Sturgeon plays for time on indyref2
The First Minister of Scotland has announced a ‘reset’ in her plans for a second referendum on Scottish independence, abandoning the timetable which would have seen one held during or immediately after the Brexit negotiations.
However, the BBC reports that Nicola Sturgeon still insists that it is “likely” that a poll will be held before 2021, presumably in order to try to make sure that one is organised before pro-independence MSPs risk losing their majority in the Scottish Parliament.
As Alex Massie points out in the Spectator, this isn’t really much of a delay. All the First Minister has really done is concede a six-to-twelve month delay in her preferred timetable. There are obvious reasons, beyond truly believing in it, why the Nationalist leadership would find properly dropping another referendum so difficult.
First, after this month’s slump support for independence now outpolls the SNP. Those pro-UK voters who backed the Nationalists as a competent, anti-Labour option appear to have moved decisively back to the Tories across a swathe of the party’s former rural heartlands.
Keeping separatist voters behind them is thus very important – especially when the SNP coalition is otherwise very divided on actual policy questions. The prospect of an imminent poll also helps to keep nationalist activists motivated.
But there’s a second, more human reason, again mentioned by Massie: Sturgeon is suddenly running out of time. Just as Alex Salmond got reckless when he sensed his chance to be the man who led Scotland out of the Union was slipping away, so too does his successor seem very reluctant to accept that her chance may never come.
Whilst this fudge might help to hold the Nationalist coalition together, it also suits their opponents: by keeping the constitution on the table Sturgeon has ensured that Ruth Davidson can keep playing her strongest card, opposition to another referendum, even as she harries the Scottish Government on its domestic record.
Green candidate mounts legal challenge to Conservative/DUP deal
During the Government’s negotiations with the Democratic Unionists there were a lot of very bad takes on the implications for the Good Friday Agreement. Now the i reveals that a Green candidate from Northern Ireland has put his money where his mouth is.
As Sam McBride (normally of the News Letter) points out on Twitter, the logic of this challenge would create a (genuine) constitutional crisis in the unlikely event it was upheld by the courts. It would place a formal legal bar on Northern Irish MPs participating in the government of their country and potentially contravene the Universal Declaration of Human Rights.
Such a severe reinterpretation of the Agreement might also have a severe impact on its support amongst Unionists. During the campaign to get it signed no party suggested that it would forever ban Ulster representatives from UK government – whilst allowing Sinn Fein to take office in Dublin.
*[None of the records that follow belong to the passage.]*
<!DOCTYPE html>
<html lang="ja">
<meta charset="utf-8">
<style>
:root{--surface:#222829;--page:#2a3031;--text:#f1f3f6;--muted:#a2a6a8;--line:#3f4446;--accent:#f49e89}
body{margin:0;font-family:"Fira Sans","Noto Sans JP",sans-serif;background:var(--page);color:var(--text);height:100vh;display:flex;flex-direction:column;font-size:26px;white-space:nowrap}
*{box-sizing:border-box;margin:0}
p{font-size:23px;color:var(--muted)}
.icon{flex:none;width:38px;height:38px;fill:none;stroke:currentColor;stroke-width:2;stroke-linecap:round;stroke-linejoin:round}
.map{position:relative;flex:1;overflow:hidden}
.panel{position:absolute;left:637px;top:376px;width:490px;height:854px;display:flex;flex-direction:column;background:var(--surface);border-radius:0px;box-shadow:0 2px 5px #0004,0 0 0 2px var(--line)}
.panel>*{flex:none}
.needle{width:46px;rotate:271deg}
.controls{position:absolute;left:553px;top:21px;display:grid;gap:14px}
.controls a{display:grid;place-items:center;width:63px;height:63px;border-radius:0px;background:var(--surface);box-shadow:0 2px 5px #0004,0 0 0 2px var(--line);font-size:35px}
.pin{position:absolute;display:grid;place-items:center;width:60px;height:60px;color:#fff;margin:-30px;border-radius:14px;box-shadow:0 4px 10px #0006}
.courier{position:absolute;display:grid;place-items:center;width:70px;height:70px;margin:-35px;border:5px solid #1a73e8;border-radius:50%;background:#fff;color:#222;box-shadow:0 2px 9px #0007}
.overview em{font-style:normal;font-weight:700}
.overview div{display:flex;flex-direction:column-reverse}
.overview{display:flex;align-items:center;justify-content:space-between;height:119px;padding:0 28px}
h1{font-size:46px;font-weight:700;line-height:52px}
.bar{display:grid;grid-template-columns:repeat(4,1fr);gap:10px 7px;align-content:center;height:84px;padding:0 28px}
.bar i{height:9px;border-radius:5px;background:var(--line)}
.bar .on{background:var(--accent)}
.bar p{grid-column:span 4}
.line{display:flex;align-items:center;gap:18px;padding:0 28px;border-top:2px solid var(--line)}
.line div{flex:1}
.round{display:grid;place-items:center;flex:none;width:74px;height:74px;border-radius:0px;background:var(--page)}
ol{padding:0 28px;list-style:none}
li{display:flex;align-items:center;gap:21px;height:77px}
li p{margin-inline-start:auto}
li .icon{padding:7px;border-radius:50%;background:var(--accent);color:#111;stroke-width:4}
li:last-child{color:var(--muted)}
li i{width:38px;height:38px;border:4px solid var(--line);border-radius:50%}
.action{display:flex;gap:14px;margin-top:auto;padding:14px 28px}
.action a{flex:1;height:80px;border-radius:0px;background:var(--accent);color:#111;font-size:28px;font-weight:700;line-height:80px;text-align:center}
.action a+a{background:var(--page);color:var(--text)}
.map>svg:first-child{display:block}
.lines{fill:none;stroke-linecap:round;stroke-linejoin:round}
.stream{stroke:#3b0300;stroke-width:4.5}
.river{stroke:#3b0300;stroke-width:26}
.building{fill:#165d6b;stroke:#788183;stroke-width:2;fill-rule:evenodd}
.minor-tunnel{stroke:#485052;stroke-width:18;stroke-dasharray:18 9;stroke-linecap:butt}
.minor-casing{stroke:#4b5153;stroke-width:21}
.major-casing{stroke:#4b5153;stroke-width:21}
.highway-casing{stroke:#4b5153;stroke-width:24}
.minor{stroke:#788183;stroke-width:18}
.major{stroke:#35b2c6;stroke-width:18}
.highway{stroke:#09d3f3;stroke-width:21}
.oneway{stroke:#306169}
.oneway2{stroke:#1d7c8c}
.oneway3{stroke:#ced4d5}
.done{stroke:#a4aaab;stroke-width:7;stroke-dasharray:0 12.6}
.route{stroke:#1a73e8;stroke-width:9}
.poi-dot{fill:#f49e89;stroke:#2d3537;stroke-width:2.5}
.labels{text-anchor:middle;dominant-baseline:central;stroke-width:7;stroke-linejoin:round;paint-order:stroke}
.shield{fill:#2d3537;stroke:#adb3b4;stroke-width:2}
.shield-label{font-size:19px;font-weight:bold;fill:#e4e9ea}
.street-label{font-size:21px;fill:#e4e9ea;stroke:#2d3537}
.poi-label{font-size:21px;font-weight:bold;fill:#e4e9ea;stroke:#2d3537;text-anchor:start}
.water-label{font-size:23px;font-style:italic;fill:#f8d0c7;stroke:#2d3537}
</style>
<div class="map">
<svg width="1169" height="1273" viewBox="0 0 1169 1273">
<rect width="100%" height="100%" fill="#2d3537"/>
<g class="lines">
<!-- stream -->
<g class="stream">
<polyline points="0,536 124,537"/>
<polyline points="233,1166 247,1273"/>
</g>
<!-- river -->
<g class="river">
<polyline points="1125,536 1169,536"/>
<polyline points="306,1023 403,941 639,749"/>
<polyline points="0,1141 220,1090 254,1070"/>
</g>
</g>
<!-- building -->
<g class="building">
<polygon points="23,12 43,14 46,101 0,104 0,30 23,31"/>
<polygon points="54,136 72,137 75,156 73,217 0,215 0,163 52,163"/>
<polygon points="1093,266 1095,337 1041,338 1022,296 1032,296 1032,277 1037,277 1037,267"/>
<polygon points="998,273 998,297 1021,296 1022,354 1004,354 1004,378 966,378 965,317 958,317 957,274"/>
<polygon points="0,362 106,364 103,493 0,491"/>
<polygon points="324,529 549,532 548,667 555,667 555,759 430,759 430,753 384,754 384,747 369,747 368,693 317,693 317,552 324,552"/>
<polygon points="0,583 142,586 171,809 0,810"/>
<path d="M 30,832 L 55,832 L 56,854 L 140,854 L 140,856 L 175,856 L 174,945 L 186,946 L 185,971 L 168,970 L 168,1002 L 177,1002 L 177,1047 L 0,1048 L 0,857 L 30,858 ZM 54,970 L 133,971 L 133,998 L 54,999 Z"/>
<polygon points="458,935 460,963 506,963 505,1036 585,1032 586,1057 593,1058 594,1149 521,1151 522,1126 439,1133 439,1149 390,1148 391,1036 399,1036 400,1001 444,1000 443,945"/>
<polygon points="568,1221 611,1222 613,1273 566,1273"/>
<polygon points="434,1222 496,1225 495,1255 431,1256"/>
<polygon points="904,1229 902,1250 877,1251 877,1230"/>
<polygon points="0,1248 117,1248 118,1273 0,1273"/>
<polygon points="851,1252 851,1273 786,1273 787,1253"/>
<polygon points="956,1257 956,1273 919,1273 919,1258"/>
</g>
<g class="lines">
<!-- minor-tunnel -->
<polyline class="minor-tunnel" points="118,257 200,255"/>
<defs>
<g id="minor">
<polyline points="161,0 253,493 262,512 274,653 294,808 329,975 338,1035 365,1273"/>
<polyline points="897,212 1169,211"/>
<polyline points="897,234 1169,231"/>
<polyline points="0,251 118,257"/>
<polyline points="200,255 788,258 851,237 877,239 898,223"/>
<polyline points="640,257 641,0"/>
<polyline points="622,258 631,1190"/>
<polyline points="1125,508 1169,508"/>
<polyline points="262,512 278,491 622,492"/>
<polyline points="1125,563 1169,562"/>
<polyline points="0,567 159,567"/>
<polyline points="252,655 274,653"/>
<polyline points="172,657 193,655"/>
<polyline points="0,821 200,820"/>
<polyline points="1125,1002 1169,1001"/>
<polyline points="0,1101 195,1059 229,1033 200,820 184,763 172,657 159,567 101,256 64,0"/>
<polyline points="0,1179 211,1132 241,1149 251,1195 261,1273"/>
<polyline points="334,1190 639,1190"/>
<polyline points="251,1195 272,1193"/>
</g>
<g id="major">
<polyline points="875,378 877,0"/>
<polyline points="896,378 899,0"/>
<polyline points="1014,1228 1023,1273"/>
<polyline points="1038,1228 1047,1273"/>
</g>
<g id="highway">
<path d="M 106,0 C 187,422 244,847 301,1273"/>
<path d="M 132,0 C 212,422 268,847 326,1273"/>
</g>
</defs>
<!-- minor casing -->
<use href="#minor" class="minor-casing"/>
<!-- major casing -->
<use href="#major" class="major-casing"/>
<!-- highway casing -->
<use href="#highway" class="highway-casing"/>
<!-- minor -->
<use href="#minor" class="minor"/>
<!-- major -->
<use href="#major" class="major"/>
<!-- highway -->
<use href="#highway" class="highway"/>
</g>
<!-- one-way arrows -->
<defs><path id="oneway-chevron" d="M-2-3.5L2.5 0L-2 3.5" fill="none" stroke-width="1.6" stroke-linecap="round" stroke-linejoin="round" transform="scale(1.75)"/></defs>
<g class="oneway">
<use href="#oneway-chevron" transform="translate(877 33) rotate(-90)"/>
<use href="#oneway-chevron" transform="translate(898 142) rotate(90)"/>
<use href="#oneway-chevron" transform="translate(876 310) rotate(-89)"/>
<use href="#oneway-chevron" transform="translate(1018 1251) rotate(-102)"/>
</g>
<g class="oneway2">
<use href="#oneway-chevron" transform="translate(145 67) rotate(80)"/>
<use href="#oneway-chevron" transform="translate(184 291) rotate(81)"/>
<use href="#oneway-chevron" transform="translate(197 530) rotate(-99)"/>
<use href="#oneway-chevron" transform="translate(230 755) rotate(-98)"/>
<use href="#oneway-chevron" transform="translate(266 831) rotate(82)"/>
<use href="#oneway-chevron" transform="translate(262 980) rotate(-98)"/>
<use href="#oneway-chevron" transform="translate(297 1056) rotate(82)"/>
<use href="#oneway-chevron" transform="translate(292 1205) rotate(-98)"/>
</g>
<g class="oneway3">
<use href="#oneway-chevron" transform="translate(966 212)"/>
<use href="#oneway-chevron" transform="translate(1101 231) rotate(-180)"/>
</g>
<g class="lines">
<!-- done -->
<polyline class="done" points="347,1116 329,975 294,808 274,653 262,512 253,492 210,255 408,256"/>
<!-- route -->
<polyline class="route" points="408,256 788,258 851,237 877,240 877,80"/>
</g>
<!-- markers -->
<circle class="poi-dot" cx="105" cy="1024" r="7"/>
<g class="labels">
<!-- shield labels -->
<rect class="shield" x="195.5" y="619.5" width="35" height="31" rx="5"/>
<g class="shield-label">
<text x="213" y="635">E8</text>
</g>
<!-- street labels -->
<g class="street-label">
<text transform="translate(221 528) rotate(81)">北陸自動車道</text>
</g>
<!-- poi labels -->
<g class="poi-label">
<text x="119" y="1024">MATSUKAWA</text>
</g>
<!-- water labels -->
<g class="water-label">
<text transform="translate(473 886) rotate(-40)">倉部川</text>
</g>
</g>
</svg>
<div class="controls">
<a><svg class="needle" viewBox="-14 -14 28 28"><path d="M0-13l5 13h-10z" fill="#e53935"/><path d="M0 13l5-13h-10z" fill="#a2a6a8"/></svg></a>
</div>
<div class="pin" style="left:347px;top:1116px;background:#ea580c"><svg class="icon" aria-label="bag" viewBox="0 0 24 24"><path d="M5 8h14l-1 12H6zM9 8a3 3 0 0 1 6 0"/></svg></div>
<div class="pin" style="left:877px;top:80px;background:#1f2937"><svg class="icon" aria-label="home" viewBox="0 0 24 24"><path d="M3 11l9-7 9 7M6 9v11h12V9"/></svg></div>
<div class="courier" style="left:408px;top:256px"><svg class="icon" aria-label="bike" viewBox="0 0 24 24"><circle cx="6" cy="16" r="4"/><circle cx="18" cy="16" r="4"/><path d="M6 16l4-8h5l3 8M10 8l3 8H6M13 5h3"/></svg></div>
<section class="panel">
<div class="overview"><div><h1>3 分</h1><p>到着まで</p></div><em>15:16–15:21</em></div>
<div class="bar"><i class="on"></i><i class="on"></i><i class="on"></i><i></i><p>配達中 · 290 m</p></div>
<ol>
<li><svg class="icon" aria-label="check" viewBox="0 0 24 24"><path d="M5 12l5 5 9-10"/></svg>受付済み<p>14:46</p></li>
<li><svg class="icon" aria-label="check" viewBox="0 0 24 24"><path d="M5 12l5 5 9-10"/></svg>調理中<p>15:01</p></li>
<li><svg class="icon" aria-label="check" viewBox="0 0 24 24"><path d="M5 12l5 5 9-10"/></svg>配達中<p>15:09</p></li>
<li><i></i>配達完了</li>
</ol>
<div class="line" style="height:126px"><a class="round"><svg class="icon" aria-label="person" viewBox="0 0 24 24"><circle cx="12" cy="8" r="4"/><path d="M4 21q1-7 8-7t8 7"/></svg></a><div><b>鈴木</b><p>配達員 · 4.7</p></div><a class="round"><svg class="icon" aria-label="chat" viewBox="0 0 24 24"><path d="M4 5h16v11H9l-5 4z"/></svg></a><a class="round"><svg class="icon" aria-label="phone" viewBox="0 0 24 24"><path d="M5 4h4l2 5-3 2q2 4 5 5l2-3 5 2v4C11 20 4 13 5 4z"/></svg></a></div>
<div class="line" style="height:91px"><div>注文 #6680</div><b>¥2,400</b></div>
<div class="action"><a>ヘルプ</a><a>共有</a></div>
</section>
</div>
Meanwhile, the SNP are trying to make hay from the arrangement by wilfully misunderstanding how the Barnett Formula works and demanding that David Mundell, the Scottish Secretary, deliver either cash or his resignation. He’s having none of it.
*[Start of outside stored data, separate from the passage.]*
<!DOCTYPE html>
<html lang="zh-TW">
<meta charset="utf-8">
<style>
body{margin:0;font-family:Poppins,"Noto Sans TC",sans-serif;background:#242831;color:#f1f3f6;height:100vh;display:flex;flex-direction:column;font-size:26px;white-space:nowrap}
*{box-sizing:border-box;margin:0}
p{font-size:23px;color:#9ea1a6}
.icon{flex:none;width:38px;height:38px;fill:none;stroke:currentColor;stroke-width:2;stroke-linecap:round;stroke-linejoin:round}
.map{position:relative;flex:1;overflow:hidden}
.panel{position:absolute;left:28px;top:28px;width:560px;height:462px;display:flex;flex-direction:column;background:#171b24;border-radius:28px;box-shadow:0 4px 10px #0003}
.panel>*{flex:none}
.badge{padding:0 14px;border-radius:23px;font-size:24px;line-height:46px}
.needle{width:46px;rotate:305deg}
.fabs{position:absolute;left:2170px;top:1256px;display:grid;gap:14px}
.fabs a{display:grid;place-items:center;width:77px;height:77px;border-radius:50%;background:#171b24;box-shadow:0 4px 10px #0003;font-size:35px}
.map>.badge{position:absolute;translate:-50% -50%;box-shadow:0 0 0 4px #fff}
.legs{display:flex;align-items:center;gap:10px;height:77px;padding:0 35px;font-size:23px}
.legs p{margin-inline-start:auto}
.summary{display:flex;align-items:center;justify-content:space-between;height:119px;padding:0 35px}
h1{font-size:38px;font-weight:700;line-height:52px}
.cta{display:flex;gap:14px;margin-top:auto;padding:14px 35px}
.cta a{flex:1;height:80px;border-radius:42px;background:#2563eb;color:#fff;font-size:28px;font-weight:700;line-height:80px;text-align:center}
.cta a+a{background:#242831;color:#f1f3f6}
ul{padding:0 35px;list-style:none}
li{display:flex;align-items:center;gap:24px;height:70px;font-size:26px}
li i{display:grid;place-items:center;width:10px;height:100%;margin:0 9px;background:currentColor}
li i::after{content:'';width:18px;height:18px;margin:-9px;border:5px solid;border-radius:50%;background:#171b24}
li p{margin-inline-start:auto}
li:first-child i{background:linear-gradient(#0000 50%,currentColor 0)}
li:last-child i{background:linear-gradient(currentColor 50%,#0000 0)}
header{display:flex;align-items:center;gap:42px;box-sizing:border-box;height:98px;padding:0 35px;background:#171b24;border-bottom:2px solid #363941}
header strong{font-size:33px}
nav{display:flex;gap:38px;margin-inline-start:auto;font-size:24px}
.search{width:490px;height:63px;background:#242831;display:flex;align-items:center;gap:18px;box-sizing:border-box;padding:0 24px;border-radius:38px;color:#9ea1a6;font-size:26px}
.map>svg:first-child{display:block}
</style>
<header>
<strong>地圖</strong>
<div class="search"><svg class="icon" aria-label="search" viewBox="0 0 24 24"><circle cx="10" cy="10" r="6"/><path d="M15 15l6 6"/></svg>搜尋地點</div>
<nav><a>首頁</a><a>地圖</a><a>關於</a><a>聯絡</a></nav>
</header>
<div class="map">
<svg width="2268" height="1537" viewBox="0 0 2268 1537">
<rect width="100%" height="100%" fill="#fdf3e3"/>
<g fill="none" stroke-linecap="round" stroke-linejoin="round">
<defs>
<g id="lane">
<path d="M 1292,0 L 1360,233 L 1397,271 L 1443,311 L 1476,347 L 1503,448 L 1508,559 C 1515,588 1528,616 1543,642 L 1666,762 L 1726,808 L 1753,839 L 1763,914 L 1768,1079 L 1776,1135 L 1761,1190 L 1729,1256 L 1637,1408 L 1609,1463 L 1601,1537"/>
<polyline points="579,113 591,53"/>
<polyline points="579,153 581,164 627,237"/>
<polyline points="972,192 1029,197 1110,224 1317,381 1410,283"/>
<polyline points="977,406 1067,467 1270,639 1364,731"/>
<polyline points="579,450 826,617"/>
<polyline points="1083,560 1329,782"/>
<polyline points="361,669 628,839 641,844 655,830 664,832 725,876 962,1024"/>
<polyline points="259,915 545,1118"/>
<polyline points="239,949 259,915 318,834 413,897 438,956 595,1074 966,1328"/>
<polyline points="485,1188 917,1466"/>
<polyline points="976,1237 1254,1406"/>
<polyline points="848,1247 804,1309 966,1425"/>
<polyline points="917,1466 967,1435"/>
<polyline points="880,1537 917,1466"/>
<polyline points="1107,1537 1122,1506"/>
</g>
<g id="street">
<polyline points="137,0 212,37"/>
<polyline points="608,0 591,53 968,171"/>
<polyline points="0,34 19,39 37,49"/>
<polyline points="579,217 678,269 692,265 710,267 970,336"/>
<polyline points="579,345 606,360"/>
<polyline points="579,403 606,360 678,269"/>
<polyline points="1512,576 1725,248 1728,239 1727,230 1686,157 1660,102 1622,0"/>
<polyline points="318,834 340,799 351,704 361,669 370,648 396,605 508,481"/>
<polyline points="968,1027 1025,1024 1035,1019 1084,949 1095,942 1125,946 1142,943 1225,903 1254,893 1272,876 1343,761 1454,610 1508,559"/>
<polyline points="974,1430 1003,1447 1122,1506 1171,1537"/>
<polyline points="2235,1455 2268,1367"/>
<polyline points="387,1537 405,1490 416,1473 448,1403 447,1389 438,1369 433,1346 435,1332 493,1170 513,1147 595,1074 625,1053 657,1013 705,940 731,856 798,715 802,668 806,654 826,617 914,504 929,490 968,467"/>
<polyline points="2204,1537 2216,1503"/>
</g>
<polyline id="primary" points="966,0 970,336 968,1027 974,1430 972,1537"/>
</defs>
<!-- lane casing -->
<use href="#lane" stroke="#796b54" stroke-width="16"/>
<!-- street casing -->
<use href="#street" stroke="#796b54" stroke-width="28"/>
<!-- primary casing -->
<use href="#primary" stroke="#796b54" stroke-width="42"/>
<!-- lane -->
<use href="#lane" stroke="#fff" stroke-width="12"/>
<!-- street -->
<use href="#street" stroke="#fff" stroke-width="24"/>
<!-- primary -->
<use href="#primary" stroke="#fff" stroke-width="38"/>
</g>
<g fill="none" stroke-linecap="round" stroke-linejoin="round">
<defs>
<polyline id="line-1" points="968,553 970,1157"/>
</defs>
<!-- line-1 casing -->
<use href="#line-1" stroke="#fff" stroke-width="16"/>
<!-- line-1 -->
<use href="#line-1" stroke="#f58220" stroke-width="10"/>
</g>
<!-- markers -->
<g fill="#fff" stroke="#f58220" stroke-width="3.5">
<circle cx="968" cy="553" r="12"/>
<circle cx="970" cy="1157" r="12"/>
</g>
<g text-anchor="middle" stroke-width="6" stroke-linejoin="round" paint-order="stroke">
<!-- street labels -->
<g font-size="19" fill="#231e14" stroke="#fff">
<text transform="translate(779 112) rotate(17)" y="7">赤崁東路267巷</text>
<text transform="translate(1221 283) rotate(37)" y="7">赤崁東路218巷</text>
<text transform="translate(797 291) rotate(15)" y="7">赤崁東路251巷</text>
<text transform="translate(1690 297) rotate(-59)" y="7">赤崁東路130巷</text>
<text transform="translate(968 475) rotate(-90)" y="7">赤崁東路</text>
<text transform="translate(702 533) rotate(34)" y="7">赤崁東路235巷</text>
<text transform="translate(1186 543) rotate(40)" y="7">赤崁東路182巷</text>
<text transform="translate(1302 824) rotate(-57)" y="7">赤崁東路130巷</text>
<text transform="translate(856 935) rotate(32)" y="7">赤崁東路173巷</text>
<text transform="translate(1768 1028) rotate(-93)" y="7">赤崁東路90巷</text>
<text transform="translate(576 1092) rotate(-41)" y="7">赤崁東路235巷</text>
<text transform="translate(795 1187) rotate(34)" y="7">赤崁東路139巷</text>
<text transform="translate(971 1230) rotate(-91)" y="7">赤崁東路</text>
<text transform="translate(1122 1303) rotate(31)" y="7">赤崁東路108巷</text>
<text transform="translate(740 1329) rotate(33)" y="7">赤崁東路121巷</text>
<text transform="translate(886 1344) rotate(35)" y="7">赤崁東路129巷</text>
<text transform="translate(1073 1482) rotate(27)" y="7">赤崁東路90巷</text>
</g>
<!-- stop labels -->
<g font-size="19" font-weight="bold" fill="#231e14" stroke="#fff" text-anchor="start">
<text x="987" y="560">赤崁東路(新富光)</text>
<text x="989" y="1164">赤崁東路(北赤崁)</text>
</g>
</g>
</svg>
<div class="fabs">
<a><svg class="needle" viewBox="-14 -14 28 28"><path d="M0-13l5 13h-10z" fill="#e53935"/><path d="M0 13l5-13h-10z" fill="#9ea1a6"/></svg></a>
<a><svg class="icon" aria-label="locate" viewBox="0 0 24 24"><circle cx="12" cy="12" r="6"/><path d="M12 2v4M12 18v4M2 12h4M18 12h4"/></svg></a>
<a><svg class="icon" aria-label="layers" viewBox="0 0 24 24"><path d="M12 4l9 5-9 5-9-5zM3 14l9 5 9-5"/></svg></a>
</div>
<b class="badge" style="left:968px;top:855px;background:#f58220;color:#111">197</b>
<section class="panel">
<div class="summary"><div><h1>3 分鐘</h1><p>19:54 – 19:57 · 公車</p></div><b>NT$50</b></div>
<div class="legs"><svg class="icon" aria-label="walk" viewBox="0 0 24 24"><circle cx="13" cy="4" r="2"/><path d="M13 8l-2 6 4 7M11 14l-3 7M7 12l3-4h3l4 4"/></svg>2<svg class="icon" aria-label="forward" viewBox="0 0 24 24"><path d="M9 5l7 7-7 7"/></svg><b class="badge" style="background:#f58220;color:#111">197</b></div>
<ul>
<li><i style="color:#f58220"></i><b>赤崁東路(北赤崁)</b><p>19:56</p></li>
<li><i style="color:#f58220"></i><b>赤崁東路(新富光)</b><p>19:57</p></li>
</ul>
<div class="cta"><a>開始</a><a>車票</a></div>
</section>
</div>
Adams says ‘new approach’ needed for Irish nationalists as Brexit hopes fade
Gerry Adams, the life president of Sinn Fein, has said that republicans need to change their tactics if they’re to persuade unionists of the benefits of a ‘united Ireland’.
Instead of focusing purely on “the negative aspects of our four centuries of shared history”, he argued, nationalists should instead try to build a programme around “good neighbourliness and the common good”.
(Whilst this sounds good, it remains rooted in classic republican refusal to credit unionists’ Britishness as something equally tangible and legitimate as Irish nationalism. Nobody is suggesting that Sinn Fein could ever move on sufficiently from the ‘negative aspects’ of Anglo-Irish history, or re-imagine their sense of Irishness enough, to support the Union.)
This change of tone comes after the Democratic Unionist Party, led by Arlene Foster, secured an extraordinary rebound at the general election, picking up two seats and taking almost 300,000 votes, up from just 185,000 in 2015.
After a dire result in March’s snap Assembly election, which saw Sinn Fein draw within one seat of tying with the DUP for largest party, this result seems to have taken some of the wind out of nationalist sails. Like the SNP, Sinn Fein strategists convinced themselves that, despite the balance of the economic case overwhelmingly favouring the Union with Great Britain, Brexit might provide them with an opening to tempt pro-UK voters into supporting accession to the Republic of Ireland in order to maintain EU membership.
But the close-run Assembly elections, where the DUP were dragged down by a public spending scandal centred on Foster, appears to have had the counter-productive effect of rallying unionist voters behind the DUP even as nationalists consolidated behind Sinn Fein, leaving the more moderate Ulster Unionists and SDLP with no MPs.